WHAT IS NEEDED: Reply with nothing but the number of lines in the data below where the word "scale" occurs.

RECORDED INFORMATION:
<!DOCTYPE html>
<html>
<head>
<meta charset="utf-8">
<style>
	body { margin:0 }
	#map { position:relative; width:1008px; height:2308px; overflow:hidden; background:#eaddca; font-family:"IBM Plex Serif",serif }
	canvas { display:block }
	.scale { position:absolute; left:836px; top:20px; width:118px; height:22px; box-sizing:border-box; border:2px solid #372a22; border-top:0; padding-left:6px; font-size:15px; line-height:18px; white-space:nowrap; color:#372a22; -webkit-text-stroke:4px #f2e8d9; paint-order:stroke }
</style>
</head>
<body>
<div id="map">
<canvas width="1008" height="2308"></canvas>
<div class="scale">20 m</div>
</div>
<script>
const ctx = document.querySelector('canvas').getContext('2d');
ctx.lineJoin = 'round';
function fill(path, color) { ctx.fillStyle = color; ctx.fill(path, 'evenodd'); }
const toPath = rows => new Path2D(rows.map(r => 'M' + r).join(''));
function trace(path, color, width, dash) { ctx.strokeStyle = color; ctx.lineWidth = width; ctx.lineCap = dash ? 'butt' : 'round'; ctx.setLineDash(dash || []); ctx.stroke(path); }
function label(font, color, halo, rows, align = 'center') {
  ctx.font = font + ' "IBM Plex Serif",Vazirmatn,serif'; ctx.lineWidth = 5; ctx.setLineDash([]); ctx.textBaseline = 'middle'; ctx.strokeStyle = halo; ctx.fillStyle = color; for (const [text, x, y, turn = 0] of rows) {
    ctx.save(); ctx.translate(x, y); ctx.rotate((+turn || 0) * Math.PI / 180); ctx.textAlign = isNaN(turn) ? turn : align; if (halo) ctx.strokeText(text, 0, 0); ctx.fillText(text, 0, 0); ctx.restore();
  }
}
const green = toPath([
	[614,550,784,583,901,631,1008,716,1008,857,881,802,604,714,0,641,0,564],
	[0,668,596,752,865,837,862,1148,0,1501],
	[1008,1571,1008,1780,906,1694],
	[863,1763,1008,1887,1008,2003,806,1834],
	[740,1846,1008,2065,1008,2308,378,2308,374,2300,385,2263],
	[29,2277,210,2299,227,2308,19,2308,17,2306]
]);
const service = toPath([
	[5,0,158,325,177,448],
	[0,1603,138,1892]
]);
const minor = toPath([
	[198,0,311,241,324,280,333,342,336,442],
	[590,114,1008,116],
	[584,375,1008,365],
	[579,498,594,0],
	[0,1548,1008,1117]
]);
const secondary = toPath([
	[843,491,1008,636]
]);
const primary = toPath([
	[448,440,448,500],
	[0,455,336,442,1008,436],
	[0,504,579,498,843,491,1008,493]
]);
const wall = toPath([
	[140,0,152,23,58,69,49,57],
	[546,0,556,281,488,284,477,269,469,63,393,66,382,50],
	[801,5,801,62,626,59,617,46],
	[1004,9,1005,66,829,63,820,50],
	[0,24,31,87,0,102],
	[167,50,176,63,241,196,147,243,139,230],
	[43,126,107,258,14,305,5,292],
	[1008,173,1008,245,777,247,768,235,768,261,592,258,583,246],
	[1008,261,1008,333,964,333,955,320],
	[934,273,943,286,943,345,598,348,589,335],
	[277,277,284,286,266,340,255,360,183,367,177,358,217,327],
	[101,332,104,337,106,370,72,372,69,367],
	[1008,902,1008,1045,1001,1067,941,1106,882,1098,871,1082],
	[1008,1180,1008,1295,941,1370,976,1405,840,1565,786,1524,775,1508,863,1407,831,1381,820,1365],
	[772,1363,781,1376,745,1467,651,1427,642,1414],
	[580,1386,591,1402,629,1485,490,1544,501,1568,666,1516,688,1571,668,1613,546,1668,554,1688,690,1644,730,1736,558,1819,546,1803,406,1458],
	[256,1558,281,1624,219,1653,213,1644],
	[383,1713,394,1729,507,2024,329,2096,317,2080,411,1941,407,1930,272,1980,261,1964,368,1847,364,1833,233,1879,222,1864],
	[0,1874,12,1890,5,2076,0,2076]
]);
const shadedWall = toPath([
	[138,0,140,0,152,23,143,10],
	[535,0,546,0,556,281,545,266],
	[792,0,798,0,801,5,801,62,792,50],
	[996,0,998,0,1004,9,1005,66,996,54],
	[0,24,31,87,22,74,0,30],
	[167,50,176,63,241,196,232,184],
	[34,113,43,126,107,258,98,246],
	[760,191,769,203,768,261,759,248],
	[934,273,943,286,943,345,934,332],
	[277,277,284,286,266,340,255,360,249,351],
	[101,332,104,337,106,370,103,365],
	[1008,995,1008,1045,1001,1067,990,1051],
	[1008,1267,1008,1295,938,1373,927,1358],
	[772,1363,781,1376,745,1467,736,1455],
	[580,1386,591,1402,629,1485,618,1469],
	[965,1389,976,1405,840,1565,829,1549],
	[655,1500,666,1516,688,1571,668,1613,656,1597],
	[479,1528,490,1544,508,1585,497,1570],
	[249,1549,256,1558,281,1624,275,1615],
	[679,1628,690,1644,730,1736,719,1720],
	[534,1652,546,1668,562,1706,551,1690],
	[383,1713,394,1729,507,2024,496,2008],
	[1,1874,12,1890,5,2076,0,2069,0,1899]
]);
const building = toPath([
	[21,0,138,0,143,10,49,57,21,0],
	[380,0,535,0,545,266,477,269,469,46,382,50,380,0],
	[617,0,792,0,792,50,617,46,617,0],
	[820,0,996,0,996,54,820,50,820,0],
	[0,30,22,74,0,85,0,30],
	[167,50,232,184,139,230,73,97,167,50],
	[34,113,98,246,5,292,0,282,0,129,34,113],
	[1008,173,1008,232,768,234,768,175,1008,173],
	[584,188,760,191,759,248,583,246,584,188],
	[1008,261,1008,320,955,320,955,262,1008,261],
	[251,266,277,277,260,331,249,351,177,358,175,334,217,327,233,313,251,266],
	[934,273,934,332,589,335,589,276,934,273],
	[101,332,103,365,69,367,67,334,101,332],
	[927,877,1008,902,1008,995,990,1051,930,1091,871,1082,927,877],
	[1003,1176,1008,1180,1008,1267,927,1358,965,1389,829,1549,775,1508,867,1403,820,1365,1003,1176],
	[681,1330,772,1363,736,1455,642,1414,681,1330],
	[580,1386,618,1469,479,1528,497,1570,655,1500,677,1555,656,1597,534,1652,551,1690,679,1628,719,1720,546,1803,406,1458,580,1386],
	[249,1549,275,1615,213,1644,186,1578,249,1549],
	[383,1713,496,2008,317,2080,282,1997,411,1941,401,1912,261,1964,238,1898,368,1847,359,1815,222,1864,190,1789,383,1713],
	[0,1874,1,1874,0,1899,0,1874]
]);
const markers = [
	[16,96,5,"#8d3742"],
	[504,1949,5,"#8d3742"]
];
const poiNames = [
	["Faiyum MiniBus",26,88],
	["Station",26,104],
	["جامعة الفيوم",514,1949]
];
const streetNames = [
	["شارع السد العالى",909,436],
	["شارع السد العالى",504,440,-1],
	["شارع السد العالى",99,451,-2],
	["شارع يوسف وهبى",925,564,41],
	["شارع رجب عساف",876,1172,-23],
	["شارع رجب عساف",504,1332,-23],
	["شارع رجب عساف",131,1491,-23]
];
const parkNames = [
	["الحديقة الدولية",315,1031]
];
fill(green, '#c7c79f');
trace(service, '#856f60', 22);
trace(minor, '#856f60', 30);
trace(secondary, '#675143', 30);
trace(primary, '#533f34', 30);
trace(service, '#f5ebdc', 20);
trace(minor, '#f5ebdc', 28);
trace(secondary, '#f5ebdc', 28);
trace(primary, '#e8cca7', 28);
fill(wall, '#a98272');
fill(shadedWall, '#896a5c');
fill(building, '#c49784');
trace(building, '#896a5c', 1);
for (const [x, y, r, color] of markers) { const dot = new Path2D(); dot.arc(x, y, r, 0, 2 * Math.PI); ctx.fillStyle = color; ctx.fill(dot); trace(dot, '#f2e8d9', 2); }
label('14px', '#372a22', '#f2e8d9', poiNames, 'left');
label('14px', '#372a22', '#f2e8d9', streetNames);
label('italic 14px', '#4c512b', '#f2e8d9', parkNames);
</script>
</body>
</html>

RESULT: 2